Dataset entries
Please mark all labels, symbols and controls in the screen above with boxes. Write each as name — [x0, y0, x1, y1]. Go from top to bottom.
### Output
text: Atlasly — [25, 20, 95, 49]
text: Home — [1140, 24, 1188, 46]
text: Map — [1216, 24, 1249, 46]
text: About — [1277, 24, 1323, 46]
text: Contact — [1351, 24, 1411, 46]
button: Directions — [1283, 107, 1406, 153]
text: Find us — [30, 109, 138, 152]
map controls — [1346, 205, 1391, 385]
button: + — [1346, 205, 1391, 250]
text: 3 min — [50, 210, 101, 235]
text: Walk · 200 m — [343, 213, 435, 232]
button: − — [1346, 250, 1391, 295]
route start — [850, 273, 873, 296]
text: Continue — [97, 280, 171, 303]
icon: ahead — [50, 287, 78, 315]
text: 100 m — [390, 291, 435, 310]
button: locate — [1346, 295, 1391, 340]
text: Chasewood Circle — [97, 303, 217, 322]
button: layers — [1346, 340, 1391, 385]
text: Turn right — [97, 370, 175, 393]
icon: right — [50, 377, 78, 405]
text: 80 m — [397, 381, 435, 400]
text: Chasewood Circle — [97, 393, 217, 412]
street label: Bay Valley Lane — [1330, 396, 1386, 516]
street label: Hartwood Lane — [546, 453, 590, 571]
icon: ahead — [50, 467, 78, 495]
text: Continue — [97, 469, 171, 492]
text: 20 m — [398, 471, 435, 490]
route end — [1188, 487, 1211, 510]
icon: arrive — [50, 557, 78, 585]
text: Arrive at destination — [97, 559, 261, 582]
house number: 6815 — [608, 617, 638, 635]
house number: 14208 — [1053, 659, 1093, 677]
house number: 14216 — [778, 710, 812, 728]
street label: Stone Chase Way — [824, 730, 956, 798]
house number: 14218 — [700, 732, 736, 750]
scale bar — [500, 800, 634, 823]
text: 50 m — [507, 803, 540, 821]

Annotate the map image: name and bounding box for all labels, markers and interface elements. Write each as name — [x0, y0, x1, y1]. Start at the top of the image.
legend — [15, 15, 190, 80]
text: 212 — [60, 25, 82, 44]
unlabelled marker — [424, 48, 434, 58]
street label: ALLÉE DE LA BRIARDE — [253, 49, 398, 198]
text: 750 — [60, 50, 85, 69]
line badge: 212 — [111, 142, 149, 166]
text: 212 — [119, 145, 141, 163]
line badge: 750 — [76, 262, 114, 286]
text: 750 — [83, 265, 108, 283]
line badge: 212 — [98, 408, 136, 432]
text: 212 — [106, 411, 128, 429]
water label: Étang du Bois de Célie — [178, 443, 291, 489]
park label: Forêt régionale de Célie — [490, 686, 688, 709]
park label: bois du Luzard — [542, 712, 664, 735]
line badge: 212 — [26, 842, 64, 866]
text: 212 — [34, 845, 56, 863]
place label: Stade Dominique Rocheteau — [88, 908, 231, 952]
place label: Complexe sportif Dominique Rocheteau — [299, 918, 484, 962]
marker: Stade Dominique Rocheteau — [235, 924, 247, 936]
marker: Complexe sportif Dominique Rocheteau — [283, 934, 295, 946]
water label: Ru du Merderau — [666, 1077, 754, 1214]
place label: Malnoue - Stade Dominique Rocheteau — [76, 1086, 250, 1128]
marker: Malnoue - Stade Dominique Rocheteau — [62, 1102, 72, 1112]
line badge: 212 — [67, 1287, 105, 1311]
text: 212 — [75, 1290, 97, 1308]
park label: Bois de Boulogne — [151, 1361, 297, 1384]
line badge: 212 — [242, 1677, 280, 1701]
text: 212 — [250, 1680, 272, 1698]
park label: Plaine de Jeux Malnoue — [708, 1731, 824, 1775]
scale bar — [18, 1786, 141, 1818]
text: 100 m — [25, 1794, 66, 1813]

- INSTRUCTIONS FOR THE TASK -
Whichever lines of the records above hold the word "name" should all be copied out.

- ANSWER TO THE EXERCISE -
Please mark all labels, symbols and controls in the screen above with boxes. Write each as name — [x0, y0, x1, y1]. Go from top to bottom.
Annotate the map image: name and bounding box for all labels, markers and interface elements. Write each as name — [x0, y0, x1, y1]. Start at the top of the image.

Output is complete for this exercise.